L’application de la retenue à la source sur les dividendes de source française versés à des sociétés déficitaires non résidentes a été remise en cause devant la CJUE, les contribuables non résidents estimant subir un traitement discriminatoire par comparaison aux contribuables résidents en France.

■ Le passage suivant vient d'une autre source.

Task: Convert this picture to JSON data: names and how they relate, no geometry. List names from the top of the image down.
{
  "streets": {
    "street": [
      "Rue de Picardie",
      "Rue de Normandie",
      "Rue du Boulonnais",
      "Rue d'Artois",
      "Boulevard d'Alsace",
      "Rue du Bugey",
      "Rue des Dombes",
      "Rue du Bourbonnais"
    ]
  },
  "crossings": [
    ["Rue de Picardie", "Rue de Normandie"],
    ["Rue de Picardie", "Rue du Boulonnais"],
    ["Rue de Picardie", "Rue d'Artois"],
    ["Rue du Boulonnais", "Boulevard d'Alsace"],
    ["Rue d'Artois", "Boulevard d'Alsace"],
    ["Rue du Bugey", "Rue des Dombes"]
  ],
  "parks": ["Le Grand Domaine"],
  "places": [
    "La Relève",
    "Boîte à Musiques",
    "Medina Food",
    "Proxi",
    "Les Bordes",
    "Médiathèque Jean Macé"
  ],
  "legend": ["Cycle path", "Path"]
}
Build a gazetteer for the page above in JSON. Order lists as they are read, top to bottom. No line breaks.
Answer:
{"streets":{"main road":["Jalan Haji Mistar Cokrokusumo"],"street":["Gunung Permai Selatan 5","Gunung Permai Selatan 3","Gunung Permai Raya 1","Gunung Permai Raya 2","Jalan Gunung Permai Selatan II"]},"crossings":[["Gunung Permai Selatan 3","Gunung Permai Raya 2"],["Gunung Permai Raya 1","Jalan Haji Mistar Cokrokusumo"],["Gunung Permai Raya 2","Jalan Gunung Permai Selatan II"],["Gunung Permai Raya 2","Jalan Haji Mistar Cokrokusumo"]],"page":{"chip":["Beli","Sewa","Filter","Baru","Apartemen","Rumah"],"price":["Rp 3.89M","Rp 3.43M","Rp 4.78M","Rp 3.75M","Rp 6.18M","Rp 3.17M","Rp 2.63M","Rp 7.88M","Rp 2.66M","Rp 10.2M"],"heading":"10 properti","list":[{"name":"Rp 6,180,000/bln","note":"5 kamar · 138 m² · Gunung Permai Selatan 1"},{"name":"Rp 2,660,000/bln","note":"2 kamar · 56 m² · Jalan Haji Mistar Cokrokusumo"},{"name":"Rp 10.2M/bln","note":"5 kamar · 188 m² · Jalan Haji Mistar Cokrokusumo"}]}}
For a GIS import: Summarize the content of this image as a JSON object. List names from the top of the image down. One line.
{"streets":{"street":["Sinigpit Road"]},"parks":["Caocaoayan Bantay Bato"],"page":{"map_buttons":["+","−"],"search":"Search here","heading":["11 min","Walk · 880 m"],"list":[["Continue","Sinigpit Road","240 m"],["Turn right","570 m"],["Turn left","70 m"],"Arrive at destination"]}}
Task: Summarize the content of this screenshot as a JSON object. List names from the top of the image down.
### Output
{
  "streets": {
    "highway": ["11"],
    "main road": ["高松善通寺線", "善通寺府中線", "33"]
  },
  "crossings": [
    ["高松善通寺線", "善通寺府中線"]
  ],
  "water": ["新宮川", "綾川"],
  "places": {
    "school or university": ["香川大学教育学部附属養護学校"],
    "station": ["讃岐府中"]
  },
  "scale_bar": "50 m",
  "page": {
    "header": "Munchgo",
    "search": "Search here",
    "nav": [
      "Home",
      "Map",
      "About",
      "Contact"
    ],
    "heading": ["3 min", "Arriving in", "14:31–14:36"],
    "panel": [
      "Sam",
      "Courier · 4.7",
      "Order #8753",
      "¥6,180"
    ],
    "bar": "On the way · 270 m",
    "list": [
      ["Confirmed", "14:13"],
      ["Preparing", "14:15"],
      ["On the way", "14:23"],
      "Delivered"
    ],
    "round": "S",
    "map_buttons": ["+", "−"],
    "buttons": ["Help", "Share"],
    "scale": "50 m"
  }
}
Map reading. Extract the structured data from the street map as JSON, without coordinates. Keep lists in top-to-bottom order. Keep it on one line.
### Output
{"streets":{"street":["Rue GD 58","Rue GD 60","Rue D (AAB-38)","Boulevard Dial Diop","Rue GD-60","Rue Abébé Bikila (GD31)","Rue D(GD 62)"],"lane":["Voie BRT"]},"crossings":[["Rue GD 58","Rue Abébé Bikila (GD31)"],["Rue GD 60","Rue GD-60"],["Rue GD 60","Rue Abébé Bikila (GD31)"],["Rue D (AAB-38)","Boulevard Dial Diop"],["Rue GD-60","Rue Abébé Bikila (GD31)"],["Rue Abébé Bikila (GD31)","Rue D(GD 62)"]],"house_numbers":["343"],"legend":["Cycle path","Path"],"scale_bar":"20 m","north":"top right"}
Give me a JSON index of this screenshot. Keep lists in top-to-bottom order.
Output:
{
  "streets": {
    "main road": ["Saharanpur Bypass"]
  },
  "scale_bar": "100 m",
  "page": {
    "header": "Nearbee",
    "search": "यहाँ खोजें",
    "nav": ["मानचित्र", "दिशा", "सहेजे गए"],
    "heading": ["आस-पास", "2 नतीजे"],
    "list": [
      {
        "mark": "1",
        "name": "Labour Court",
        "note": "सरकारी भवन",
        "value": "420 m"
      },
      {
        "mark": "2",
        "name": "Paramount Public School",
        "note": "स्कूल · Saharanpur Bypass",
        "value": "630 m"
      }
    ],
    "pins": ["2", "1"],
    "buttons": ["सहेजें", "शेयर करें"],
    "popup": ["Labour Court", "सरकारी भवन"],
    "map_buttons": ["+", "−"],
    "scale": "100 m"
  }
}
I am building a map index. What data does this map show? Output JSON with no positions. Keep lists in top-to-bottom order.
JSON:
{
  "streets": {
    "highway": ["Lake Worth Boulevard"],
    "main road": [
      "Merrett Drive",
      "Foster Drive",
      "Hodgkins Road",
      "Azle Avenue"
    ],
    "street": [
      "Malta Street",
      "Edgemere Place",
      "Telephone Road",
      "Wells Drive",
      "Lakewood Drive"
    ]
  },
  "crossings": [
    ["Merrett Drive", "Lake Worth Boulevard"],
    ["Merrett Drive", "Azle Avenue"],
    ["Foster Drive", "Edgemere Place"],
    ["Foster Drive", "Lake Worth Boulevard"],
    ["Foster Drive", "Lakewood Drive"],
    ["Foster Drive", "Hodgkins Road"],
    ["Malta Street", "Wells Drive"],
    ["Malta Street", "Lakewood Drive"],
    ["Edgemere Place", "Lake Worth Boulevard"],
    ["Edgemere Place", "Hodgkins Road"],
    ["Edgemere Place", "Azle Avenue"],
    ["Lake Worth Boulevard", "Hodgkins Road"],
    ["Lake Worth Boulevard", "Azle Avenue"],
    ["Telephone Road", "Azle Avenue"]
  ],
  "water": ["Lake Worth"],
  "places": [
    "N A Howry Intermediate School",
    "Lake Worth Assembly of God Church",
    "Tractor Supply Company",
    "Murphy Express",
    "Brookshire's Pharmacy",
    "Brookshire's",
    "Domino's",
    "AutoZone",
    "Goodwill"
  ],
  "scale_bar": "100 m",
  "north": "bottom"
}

Suivant les recommandations de l’avocat général, la CJUE a jugé que cette retenue à la source était contraire au droit de l’UE. En effet, les articles 63 et 65 du Traité de l’UE s’opposent à ce que la réglementation d’un État membre prévoit que les dividendes distribués par une société résidente fassent l’objet d’une retenue à la source lorsqu’ils sont perçus par une société non-résidente, alors que, lorsqu’ils sont perçus par une société résidente, leur imposition selon le régime de droit commun de l’impôt sur les sociétés ne se réalise à la fin de l’exercice au cours duquel ils ont été perçus qu’à la condition que le résultat de cette société ait été bénéficiaire durant cet exercice (une telle imposition pouvant, le cas échéant, ne jamais intervenir si ladite société cesse ses activités sans avoir atteint un résultat bénéficiaire depuis la perception de ces dividendes).

Le Conseil d’État ayant obtenu les réponses à ses questions préjudicielles (CE 20 septembre 2017, n° 398662), il devrait prochainement statuer et donner le clap de fin sur cette question.